_Task item_: For the material that follows, list every line containing the word "function".

_Exercise material_:
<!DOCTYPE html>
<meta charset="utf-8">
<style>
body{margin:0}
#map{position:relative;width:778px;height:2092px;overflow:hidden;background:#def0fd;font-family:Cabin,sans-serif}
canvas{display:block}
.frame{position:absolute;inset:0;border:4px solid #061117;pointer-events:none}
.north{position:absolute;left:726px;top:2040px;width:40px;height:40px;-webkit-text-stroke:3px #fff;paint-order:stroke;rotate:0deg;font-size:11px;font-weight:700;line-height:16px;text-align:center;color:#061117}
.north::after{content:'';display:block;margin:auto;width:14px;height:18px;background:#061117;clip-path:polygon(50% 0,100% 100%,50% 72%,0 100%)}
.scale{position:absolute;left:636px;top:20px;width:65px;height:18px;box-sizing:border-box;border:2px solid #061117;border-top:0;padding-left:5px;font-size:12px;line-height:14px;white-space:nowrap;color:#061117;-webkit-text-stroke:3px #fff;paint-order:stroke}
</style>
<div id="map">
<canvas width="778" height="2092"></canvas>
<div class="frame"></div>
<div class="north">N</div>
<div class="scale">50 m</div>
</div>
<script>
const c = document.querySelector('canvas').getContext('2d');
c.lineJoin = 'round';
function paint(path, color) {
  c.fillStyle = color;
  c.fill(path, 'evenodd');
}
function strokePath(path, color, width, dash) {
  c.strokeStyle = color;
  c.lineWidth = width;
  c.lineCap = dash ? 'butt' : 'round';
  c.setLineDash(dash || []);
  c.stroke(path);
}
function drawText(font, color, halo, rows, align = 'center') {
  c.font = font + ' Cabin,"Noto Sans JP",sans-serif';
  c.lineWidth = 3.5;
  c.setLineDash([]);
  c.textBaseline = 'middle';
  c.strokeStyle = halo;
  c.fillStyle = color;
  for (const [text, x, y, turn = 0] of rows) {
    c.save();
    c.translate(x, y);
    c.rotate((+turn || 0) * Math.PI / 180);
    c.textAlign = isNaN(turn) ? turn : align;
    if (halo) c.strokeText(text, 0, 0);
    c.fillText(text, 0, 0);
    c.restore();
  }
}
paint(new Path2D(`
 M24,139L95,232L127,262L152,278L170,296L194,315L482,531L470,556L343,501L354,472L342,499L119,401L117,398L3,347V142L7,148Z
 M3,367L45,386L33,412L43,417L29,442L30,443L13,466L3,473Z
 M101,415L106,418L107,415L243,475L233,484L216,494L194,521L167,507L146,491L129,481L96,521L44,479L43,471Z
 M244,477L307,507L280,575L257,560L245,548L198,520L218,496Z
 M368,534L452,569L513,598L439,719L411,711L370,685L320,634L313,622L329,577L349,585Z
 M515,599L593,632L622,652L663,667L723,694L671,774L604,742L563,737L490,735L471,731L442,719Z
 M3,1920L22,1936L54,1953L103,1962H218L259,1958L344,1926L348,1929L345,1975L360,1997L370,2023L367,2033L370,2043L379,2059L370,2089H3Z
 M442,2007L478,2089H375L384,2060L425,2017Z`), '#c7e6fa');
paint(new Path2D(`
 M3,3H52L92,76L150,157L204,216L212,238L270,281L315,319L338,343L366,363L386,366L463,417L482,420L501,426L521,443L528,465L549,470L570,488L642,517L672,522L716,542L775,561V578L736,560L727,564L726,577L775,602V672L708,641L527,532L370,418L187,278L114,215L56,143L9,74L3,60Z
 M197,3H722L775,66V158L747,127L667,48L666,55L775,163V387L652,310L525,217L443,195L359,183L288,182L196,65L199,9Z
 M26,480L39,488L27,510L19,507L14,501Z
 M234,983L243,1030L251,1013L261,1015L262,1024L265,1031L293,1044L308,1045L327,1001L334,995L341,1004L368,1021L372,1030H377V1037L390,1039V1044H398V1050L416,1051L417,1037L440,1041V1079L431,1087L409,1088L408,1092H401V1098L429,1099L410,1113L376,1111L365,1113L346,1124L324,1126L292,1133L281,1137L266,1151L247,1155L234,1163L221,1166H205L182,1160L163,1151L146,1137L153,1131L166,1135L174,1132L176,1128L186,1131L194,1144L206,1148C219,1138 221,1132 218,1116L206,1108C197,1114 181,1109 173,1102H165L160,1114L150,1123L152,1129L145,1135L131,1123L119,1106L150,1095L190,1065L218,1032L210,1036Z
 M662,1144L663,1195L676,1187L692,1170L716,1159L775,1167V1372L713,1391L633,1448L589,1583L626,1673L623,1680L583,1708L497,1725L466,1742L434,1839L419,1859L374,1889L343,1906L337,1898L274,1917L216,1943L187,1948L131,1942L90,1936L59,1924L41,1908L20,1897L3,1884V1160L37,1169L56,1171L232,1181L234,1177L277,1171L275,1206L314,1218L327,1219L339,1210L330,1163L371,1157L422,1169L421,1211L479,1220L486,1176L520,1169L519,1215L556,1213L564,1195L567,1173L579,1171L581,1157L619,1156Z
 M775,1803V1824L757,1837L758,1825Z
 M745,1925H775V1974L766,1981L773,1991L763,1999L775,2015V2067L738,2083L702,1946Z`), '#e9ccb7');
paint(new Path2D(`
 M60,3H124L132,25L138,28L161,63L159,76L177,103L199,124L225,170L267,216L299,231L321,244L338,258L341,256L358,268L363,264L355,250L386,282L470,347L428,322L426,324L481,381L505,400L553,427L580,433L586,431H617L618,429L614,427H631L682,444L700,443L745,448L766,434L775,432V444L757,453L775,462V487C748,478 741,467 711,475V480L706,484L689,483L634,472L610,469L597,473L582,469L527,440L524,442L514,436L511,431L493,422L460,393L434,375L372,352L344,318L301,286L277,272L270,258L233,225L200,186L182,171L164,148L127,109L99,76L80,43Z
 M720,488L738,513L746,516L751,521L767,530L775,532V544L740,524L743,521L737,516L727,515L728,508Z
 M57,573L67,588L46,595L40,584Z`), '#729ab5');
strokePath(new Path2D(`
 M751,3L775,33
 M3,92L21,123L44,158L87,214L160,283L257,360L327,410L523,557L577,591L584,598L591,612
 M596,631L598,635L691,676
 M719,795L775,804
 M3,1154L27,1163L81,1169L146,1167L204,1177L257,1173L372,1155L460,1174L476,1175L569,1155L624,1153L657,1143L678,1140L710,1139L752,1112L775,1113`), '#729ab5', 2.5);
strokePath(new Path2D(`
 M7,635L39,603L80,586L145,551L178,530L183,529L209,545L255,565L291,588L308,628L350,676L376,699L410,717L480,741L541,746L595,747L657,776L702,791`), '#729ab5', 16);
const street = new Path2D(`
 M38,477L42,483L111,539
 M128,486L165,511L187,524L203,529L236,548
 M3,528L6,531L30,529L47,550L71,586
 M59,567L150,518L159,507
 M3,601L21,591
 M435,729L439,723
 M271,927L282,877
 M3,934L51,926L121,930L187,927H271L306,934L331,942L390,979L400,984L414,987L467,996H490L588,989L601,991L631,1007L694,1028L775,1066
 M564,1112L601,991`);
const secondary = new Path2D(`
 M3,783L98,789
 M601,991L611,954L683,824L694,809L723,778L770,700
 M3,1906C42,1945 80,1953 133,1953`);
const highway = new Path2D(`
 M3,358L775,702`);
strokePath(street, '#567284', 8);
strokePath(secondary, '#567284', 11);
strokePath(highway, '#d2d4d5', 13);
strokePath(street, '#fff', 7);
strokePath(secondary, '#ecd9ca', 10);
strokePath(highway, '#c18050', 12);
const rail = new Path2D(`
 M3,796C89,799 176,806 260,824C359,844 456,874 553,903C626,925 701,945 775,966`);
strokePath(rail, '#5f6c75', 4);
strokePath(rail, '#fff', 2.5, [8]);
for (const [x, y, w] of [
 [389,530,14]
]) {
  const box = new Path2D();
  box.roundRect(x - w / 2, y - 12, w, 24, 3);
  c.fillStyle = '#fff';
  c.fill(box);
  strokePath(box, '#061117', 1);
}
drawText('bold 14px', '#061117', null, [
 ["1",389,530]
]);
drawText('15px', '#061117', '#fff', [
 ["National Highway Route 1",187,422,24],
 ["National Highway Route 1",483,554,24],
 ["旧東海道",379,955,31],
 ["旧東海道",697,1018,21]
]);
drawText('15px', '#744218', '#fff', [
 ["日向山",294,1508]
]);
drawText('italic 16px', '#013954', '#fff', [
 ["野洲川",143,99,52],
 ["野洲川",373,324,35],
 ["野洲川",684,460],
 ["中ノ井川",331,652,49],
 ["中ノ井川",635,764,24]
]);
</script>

_Written solution_:
function paint(path, color) {
function strokePath(path, color, width, dash) {
function drawText(font, color, halo, rows, align = 'center') {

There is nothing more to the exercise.